*** Opening PROVIDED INFORMATION ***

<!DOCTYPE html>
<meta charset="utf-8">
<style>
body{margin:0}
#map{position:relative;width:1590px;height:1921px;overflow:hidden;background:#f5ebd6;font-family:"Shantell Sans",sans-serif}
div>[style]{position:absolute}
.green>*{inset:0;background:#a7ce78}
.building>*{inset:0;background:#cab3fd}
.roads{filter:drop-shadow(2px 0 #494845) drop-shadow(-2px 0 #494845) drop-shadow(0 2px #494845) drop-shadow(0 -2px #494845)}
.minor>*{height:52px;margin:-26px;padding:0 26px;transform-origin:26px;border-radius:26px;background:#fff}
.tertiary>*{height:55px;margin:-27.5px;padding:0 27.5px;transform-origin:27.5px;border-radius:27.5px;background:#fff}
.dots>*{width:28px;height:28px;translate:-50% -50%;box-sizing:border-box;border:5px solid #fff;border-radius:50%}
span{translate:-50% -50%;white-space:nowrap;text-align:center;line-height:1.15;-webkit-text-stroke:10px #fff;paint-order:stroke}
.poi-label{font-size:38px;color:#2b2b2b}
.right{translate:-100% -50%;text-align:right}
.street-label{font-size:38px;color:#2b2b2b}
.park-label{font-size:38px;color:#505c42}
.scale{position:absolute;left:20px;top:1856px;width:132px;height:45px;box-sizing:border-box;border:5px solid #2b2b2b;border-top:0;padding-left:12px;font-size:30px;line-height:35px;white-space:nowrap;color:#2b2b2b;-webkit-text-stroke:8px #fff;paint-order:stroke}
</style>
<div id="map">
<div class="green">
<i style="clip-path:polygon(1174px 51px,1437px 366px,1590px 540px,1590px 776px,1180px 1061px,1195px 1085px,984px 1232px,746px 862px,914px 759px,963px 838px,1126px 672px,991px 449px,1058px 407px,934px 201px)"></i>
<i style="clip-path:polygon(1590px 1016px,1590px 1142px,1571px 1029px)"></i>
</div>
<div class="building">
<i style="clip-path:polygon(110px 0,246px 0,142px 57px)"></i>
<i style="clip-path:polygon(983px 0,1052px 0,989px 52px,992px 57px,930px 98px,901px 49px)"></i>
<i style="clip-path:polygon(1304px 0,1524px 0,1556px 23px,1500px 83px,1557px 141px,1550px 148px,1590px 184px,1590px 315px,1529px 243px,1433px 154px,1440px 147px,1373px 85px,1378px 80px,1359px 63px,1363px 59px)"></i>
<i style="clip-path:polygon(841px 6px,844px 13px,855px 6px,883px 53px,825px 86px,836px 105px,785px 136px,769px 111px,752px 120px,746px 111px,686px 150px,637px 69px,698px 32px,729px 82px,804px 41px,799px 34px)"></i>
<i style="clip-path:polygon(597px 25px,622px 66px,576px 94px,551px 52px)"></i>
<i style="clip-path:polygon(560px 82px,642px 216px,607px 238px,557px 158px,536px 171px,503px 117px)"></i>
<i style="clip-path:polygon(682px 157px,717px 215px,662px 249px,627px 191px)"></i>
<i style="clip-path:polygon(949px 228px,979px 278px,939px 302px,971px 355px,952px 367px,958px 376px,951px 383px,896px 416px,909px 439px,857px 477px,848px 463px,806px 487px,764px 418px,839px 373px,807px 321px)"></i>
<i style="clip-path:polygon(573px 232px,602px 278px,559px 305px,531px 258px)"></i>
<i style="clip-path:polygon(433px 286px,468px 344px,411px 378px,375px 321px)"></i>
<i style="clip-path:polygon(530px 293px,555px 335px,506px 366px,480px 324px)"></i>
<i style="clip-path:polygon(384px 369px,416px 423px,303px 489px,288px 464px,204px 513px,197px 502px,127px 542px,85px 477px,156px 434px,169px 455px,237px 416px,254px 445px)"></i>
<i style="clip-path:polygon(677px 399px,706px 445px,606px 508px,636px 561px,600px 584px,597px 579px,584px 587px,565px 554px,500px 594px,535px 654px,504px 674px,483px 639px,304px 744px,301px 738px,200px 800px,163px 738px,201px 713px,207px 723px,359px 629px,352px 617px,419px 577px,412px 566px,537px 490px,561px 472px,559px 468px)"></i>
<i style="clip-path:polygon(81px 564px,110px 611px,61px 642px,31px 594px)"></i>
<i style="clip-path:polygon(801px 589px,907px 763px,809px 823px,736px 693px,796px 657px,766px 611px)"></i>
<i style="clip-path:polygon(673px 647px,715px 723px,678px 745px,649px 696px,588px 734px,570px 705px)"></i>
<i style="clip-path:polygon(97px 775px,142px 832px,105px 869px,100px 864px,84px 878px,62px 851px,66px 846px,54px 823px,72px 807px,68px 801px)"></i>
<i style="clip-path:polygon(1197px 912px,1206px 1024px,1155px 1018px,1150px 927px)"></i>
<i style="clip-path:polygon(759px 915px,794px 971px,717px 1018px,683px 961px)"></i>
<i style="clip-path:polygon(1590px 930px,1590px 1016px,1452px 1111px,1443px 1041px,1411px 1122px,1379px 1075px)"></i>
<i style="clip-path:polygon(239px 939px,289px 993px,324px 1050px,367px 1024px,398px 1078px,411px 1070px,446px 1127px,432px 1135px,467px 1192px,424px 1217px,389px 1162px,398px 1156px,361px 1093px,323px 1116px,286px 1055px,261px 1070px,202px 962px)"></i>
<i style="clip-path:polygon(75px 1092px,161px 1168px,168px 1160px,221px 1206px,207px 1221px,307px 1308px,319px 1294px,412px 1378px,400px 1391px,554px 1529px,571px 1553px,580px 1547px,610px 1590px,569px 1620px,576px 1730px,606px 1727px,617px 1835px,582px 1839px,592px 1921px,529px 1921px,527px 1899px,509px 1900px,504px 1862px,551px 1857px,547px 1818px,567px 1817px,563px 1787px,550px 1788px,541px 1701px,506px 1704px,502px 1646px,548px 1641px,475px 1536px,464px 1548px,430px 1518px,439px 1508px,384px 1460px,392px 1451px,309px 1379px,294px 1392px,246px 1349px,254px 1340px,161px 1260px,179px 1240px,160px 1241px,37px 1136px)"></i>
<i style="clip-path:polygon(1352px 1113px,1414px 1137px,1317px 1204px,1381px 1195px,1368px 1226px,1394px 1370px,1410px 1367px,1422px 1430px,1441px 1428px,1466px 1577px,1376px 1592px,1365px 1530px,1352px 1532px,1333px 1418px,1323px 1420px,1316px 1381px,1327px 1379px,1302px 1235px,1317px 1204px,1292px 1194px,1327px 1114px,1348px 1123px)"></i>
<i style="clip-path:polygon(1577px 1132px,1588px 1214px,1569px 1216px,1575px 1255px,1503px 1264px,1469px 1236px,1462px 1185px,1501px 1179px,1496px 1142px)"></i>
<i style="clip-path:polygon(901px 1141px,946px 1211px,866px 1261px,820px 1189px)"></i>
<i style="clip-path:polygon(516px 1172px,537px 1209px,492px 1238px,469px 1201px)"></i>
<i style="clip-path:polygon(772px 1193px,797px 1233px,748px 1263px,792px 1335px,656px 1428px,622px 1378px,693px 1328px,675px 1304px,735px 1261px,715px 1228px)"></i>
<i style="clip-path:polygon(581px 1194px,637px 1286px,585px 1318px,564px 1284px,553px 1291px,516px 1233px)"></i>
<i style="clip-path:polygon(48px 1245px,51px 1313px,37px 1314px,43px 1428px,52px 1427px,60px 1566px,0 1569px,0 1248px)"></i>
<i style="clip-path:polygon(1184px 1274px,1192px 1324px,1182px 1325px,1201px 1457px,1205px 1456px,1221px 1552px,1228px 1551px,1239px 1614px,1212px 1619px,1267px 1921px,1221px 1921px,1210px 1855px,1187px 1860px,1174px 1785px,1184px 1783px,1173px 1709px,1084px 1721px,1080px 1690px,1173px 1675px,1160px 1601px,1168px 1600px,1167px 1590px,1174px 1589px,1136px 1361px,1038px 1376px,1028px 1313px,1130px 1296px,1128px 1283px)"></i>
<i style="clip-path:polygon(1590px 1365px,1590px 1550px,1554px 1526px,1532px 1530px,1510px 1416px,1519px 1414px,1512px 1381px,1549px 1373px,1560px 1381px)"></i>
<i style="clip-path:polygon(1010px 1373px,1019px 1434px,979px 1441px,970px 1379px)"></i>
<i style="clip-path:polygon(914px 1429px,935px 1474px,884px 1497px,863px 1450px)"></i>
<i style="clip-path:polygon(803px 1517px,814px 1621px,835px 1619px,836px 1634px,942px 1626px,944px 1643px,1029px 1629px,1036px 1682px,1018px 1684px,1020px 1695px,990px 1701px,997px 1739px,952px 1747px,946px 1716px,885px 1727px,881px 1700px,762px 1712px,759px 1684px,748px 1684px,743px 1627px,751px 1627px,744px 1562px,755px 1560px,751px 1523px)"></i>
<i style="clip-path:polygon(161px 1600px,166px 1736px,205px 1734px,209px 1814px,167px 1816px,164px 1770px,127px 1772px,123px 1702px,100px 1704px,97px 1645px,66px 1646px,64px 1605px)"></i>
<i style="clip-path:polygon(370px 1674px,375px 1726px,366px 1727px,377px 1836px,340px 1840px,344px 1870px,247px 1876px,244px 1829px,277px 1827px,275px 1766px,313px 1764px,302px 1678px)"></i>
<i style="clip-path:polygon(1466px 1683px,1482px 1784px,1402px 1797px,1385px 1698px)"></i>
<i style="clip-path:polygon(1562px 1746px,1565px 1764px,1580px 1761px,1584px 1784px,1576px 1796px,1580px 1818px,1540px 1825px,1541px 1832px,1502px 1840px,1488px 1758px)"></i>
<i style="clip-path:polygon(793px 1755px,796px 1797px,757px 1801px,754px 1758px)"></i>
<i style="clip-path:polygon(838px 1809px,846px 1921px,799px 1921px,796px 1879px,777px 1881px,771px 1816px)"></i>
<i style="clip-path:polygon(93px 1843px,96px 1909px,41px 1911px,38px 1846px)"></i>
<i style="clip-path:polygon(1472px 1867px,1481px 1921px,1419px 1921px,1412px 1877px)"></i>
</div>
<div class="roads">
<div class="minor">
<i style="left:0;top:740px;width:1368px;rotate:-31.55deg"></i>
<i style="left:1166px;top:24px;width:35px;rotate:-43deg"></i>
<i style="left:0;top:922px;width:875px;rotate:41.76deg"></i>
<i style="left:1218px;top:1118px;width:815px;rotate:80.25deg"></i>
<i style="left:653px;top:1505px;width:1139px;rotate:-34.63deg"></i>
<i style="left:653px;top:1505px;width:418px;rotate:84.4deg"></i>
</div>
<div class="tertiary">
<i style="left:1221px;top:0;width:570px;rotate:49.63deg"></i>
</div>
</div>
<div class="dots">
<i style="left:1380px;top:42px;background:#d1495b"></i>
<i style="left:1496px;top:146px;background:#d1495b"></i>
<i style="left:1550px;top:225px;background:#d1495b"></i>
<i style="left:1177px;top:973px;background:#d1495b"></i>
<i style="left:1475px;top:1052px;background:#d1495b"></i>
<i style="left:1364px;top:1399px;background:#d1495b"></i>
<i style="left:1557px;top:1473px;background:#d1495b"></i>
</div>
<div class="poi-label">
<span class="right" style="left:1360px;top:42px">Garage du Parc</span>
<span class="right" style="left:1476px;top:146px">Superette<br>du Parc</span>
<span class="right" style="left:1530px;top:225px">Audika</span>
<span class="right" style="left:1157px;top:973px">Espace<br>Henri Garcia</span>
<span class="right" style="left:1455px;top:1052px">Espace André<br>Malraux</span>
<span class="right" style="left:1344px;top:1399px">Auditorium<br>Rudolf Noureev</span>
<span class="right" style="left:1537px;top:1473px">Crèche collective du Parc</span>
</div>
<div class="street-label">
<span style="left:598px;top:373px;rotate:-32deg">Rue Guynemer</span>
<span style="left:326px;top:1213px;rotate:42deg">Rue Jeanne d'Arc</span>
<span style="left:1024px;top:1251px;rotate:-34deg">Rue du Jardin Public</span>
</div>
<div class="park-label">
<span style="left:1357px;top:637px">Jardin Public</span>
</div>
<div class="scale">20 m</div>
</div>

*** Closing PROVIDED INFORMATION ***

:: EXERCISE DIRECTIONS ::
Extract, please, the lines from the start of the entries above through the one with "0 #494845) drop-shadow(-2px", both included, reproducing each exactly and adding nothing.

:: THE ANSWER ::
<!DOCTYPE html>
<meta charset="utf-8">
<style>
body{margin:0}
#map{position:relative;width:1590px;height:1921px;overflow:hidden;background:#f5ebd6;font-family:"Shantell Sans",sans-serif}
div>[style]{position:absolute}
.green>*{inset:0;background:#a7ce78}
.building>*{inset:0;background:#cab3fd}
.roads{filter:drop-shadow(2px 0 #494845) drop-shadow(-2px 0 #494845) drop-shadow(0 2px #494845) drop-shadow(0 -2px #494845)}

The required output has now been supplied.